START Data provided

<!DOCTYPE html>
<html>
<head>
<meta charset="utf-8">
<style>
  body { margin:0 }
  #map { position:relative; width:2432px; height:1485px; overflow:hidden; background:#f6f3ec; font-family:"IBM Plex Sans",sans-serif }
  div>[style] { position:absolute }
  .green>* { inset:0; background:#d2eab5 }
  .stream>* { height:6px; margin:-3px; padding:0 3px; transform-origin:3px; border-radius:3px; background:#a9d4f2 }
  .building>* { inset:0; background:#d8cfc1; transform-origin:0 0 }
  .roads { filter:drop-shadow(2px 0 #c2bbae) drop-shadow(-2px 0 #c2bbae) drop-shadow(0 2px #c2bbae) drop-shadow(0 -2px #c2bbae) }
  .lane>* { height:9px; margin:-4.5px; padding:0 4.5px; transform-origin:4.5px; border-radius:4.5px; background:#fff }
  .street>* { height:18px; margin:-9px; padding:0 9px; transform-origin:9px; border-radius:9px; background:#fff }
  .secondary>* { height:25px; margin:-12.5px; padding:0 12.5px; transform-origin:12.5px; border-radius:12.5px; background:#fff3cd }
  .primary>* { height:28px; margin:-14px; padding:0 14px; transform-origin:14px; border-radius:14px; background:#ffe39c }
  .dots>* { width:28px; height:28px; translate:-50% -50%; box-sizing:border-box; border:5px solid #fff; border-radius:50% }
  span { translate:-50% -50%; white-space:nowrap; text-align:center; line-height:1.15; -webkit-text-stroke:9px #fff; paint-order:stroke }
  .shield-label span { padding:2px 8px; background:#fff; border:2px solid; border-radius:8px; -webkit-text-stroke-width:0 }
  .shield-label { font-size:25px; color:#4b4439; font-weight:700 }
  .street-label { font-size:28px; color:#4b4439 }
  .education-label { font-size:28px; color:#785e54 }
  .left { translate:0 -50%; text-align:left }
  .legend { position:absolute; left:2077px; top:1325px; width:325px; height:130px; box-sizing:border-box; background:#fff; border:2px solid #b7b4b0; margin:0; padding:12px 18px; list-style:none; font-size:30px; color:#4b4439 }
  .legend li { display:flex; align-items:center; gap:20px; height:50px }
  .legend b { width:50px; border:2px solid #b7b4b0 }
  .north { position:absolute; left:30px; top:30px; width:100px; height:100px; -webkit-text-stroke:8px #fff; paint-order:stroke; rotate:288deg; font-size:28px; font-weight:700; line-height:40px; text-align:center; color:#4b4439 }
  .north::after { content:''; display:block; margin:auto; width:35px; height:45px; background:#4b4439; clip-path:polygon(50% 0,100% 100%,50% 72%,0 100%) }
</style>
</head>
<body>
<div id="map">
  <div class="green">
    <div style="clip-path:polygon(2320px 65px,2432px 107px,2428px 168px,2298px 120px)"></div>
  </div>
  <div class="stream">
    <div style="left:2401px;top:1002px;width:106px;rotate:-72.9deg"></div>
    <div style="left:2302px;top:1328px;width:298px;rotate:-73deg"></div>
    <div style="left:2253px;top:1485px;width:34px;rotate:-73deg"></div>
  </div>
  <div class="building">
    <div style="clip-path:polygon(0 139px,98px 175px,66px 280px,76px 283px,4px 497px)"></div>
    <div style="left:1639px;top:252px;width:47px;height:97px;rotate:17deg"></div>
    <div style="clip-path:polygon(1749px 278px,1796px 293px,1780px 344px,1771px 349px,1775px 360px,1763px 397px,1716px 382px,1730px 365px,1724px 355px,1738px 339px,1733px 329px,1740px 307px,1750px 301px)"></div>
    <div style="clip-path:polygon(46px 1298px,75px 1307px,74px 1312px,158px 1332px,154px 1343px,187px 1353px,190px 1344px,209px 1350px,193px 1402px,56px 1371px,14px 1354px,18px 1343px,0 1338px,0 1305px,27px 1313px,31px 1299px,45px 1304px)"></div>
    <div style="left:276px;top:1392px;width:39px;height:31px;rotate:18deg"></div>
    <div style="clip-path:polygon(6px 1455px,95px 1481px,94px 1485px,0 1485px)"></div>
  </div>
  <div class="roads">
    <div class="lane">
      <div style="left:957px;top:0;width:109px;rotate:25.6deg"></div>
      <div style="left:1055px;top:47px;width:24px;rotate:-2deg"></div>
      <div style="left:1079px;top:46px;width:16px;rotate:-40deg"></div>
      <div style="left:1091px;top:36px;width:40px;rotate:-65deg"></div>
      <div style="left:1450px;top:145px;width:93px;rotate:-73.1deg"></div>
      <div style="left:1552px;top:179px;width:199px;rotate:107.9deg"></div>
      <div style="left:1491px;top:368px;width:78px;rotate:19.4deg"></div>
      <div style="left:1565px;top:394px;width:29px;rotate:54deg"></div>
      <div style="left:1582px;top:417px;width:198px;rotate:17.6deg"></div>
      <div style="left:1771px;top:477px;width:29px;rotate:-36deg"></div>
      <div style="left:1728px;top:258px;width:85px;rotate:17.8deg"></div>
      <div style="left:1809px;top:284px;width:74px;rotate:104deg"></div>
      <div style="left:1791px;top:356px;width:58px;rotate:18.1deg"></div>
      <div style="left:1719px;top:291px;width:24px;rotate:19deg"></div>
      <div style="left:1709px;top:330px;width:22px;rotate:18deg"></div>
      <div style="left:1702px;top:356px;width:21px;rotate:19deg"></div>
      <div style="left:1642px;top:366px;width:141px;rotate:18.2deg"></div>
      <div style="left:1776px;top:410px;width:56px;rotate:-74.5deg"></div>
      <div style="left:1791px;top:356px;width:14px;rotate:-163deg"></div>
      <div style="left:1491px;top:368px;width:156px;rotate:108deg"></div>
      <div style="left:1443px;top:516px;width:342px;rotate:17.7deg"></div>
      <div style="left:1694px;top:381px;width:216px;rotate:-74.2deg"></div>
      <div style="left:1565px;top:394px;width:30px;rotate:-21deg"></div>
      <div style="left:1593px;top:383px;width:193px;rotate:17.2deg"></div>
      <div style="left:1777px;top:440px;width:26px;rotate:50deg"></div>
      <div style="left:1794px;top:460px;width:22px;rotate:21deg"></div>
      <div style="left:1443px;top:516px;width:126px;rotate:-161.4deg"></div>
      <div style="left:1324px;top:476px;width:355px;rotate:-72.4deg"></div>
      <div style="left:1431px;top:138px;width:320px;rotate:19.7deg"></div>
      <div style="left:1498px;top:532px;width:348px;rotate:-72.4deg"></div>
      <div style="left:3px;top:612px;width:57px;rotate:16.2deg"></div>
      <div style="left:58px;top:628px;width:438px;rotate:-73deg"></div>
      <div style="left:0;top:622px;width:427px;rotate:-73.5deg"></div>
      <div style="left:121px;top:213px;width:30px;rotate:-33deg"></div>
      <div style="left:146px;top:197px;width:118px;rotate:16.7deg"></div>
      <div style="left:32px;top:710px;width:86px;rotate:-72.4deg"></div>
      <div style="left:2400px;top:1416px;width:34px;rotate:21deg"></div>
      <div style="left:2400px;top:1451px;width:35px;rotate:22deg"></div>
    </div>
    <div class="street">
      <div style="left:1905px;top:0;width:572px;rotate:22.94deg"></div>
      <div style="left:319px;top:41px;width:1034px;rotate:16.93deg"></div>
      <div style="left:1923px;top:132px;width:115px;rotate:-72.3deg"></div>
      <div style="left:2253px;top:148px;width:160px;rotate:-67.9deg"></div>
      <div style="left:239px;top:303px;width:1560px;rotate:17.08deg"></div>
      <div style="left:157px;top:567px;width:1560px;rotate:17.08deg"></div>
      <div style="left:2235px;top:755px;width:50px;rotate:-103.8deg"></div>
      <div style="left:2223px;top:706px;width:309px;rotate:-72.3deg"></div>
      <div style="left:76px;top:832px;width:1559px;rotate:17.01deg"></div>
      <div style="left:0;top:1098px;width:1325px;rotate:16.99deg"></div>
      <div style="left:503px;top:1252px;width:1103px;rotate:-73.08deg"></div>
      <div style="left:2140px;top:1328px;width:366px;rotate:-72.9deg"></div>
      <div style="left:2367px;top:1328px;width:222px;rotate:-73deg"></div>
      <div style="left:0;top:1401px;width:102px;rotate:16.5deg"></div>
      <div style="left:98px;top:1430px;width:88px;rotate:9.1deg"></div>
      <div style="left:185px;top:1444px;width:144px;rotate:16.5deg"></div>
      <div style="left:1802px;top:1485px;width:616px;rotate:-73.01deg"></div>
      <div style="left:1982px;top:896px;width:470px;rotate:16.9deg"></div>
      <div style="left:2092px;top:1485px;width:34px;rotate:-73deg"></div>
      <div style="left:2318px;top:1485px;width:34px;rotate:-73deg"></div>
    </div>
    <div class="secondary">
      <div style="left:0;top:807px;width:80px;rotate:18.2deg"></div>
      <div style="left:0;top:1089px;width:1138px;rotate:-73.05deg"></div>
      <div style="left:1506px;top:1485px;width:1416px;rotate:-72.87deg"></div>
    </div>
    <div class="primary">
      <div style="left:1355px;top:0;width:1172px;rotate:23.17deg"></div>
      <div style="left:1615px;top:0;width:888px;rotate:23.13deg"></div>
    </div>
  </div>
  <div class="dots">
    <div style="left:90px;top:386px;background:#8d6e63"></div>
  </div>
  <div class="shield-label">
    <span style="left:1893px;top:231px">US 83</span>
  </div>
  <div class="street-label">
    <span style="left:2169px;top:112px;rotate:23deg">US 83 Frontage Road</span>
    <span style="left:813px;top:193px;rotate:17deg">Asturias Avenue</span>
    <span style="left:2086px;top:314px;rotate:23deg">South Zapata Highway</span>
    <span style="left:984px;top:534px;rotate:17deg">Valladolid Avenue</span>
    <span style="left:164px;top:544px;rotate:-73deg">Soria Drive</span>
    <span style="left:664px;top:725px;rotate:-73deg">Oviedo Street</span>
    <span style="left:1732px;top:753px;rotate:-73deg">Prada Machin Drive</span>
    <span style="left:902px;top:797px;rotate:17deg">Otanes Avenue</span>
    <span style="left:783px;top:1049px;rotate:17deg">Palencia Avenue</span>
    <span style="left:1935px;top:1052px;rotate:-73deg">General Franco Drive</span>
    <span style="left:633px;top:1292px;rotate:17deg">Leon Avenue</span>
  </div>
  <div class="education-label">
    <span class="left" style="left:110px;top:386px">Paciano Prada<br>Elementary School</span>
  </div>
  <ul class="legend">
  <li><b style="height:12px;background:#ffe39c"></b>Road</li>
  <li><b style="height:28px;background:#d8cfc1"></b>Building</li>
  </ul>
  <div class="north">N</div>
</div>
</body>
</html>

END Data provided

Problem description:
Nothing but lines that contain "stream" should appear in the answer. Copy each from the records.

Answer box:
  .stream>* { height:6px; margin:-3px; padding:0 3px; transform-origin:3px; border-radius:3px; background:#a9d4f2 }
  <div class="stream">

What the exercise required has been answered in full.